With the French left in the doldrums, opinion polls suggest Fillon will face Le Pen in the second-round run-off of the presidential elections next May.
Le Pen is adamant that the same anti-establishment anger which saw Britain vote to leave the EU and Americans elect Donald Trump as president could sweep her to power, although polls suggest that is unlikely.
At well over four million, turnout in yesterday's primary was higher than in the first round of voting last week, when Fillon knocked former President Nicolas Sarkozy out of the race with a late surge in support.
A racing car enthusiast who lives with his Anglo-Welsh wife Penelope in a chateau in the Loire valley, Fillon is a social conservative who has positioned himself as a defender of traditional family values and France's Catholic roots and an opponent of "multiculturalism".
He has also taken a hard line on Islam, saying the religion must change in the wake of terror attacks that have left 230 dead in the past two years.
"The Islamic religion (must) accept what all the others have accepted in the past ... that radicalism and provocation have no place here," he said at his final Paris rally last weekend.
On the economic front, he has promised to break with France's statist tradition and to roll out an ambitious free-market programme that will undoubtedly set him on collision course with France's unions.

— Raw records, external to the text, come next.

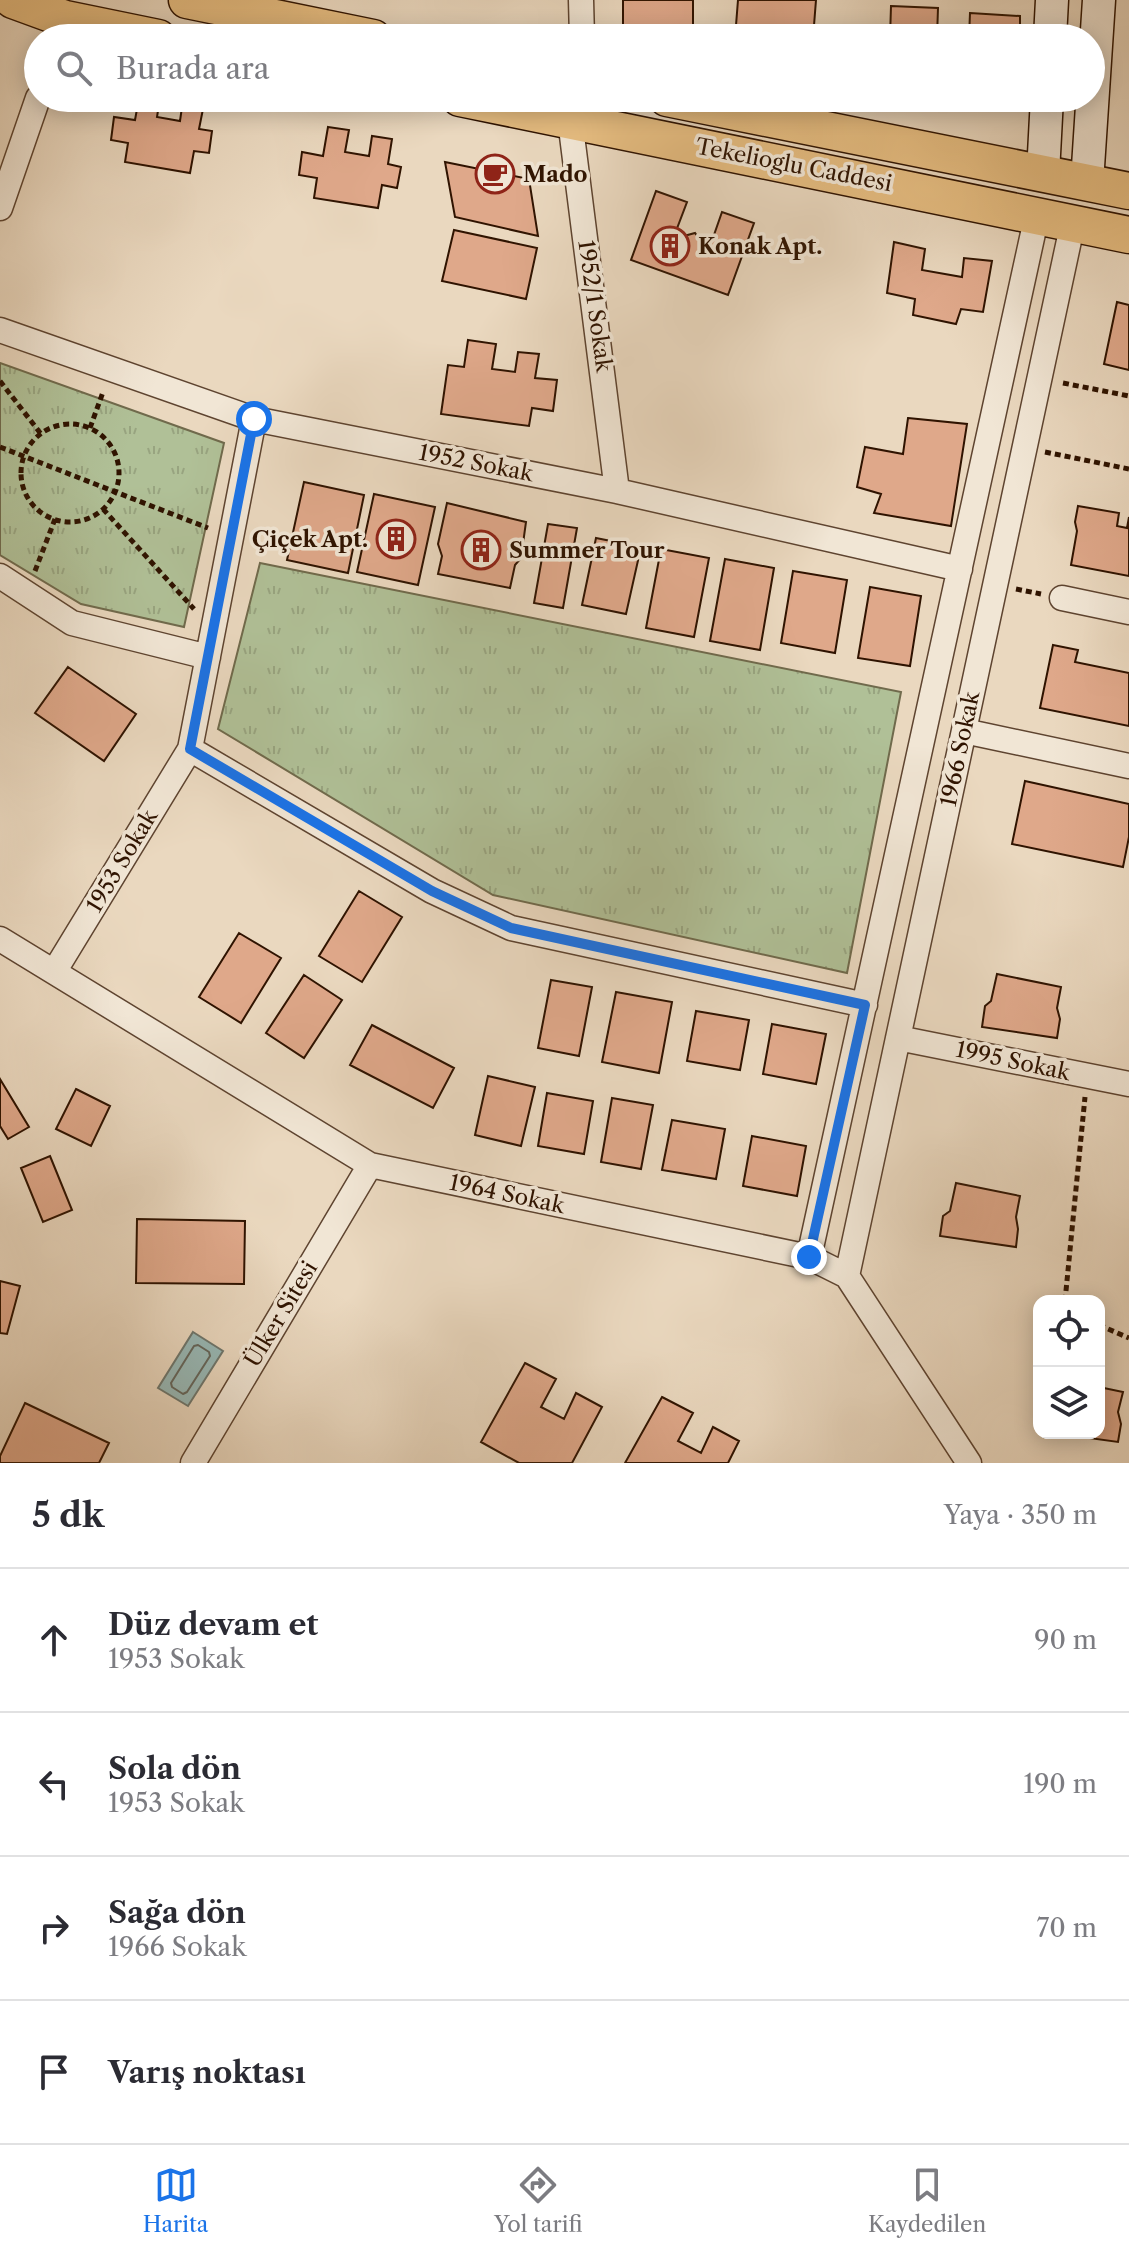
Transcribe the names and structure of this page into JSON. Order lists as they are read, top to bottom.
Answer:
{
  "streets": {
    "main road": ["Tekelioglu Caddesi"],
    "street": [
      "1952/1 Sokak",
      "1952 Sokak",
      "1966 Sokak",
      "1953 Sokak",
      "1995 Sokak",
      "1964 Sokak",
      "Ülker Sitesi"
    ]
  },
  "crossings": [
    ["Tekelioglu Caddesi", "1952/1 Sokak"],
    ["Tekelioglu Caddesi", "1966 Sokak"],
    ["1952/1 Sokak", "1952 Sokak"],
    ["1952 Sokak", "1966 Sokak"],
    ["1952 Sokak", "1953 Sokak"],
    ["1966 Sokak", "1995 Sokak"],
    ["1966 Sokak", "1964 Sokak"],
    ["1953 Sokak", "1964 Sokak"],
    ["1964 Sokak", "Ülker Sitesi"]
  ],
  "places": {
    "cafe": ["Mado"],
    "building": ["Konak Apt.", "Çiçek Apt.", "Summer Tour"]
  },
  "page": {
    "search": "Burada ara",
    "heading": ["5 dk", "Yaya · 350 m"],
    "list": [
      ["Düz devam et", "1953 Sokak", "90 m"],
      ["Sola dön", "1953 Sokak", "190 m"],
      ["Sağa dön", "1966 Sokak", "70 m"],
      "Varış noktası"
    ],
    "nav": ["Harita", "Yol tarifi", "Kaydedilen"]
  }
}
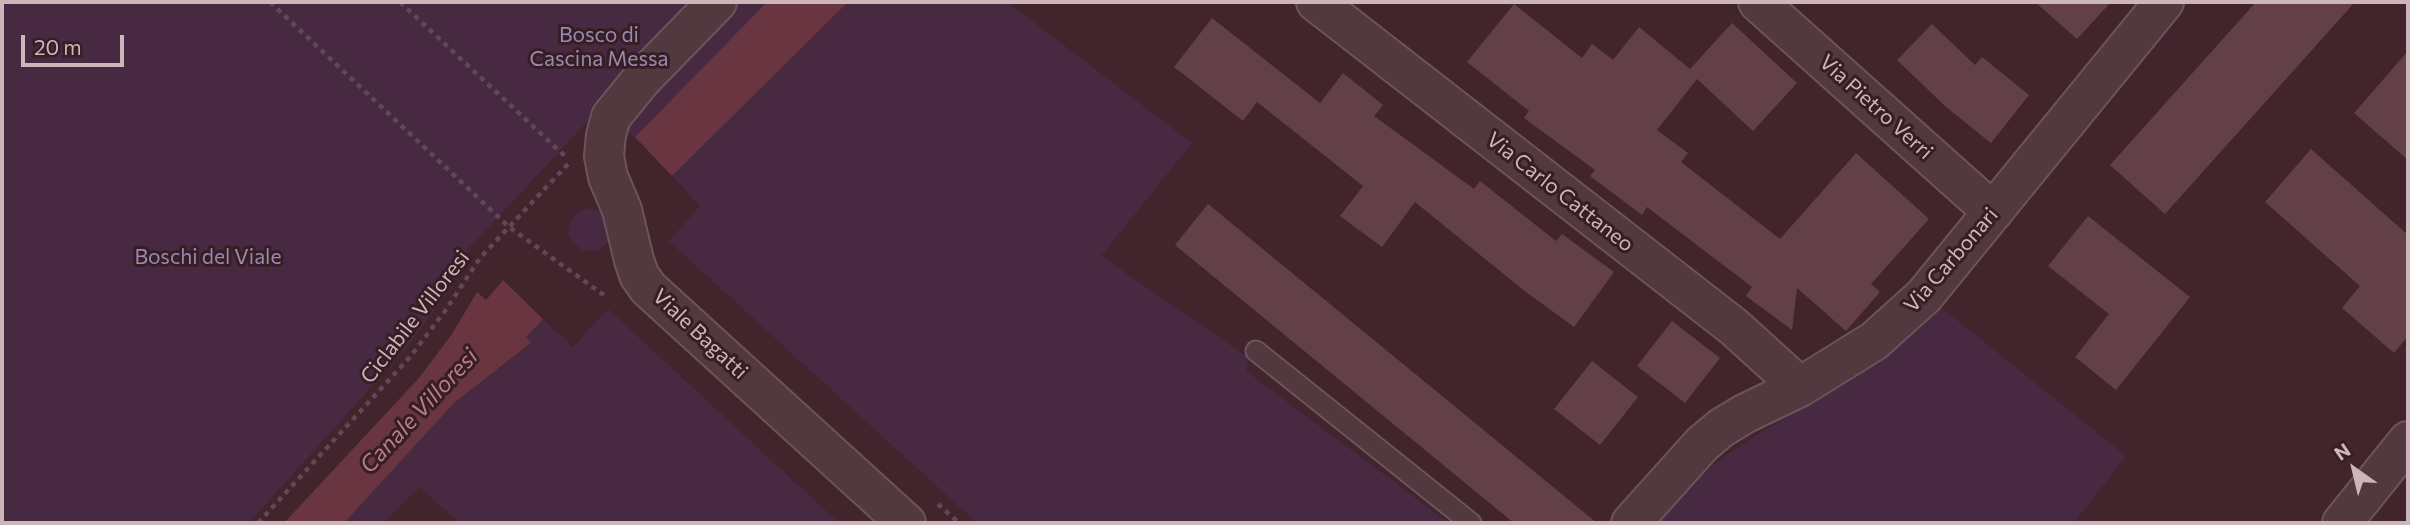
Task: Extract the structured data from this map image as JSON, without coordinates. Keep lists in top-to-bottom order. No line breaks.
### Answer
{"streets":{"street":["Via Pietro Verri","Via Carlo Cattaneo","Via Carbonari","Viale Bagatti"],"path":["Ciclabile Villoresi"]},"crossings":[["Via Pietro Verri","Via Carbonari"],["Via Carlo Cattaneo","Via Carbonari"]],"water":["Canale Villoresi"],"parks":["Bosco di Cascina Messa","Boschi del Viale"],"scale_bar":"20 m","north":"top left"}
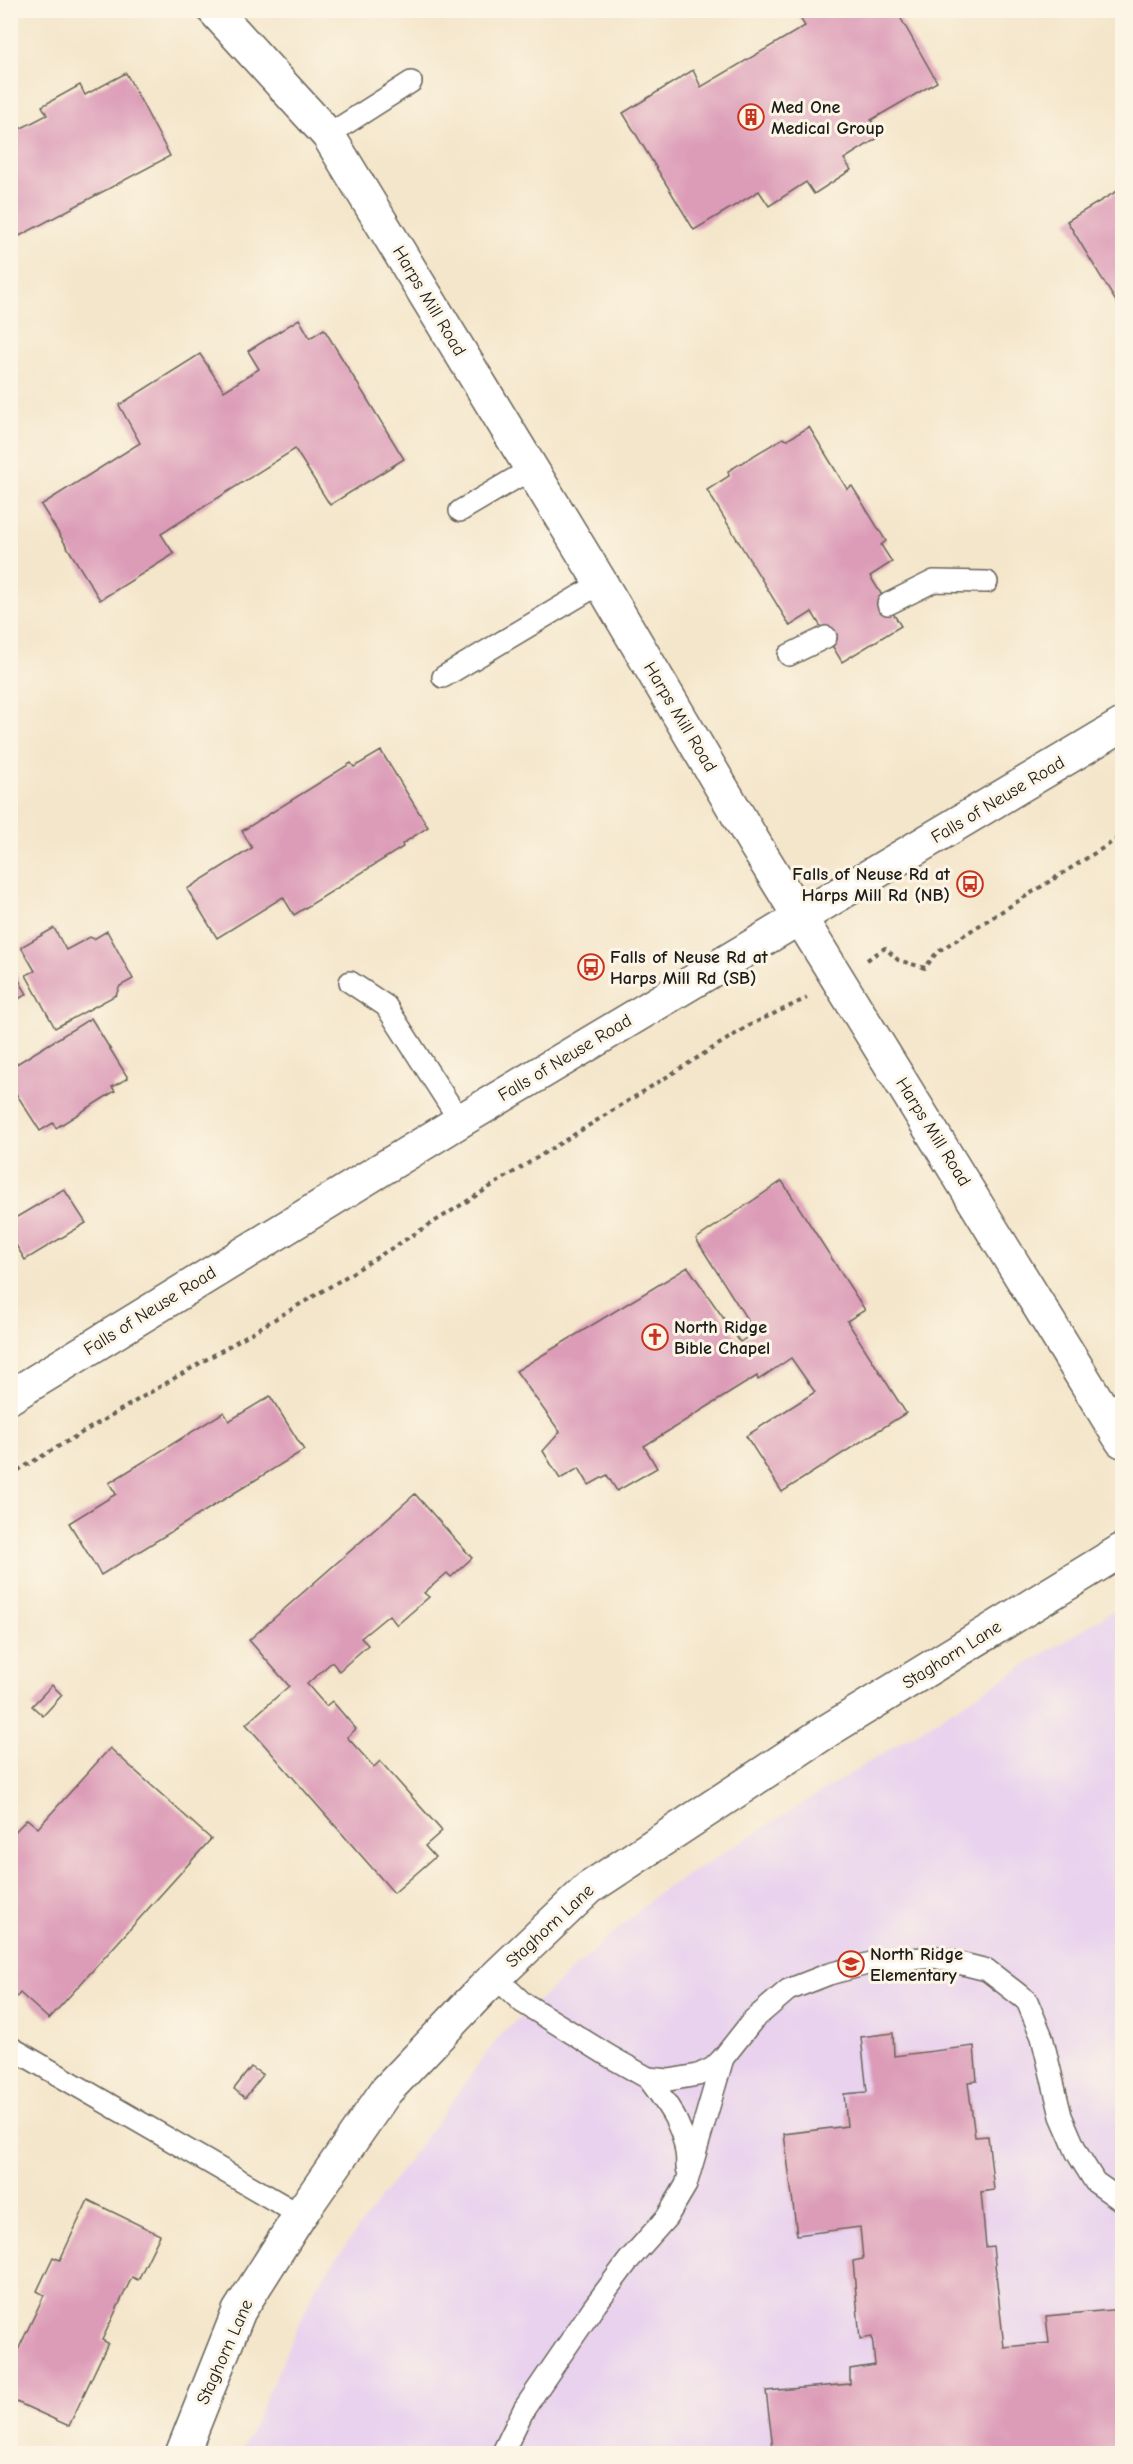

His pledge to slash half a million state sector jobs, jettison the 35-hour week, and pay 'fonctionnaires' 37 hours for working 39 were branded "brutal" and unworkable by Juppe.
Fillon backs the idea of a "Europe of nations" and has voiced scepticism over the role of the European commission and EU Parliament.
Regarding Britain, he has called for a "good neighbourly deal" over Brexit, but recently made it clear that if the UK refused the free movement of EU citizens, there is no "reason to leave them the European financial passport and the eurozone must take back clearing its currency".
He also wants to return British border controls, which currently operate in Calais, to the UK.
There are concerns about Fillon's support for a US alliance with Vladimir Putin, the Russian President, over Syria. Britain is strongly opposed to such an alliance amid concerns that it will bolster the Bashar al-Assad regime.
Juppe, 71, had proposed similar, if slightly less radical, economic reforms. The mild-mannered moderate had gunned for the centre and left-wing vote by expressing confidence that France's ethnic and religious diversity could forge a "happy identity".
As his early lead waned, he complained bitterly of an online smear campaign by the far-right to depict him as soft on Islamic fundamentalism.
Juppe suffered another blow when television viewers found the harder-line Fillon more convincing in a head-to-head debate last week.
Pollsters say the winner of the centre-right primary will likely beat Le Pen and Juppe centred his campaign on being the best consensus candidate to do so. Fillon's camp argued that he will pose a tougher challenge for Le Pen, forcing her to tack left.
Attention will now turn to the French left, with a bitter contest expected between Francois Hollande, the most unpopular president of modern times, and his Prime Minister, Manuel Valls.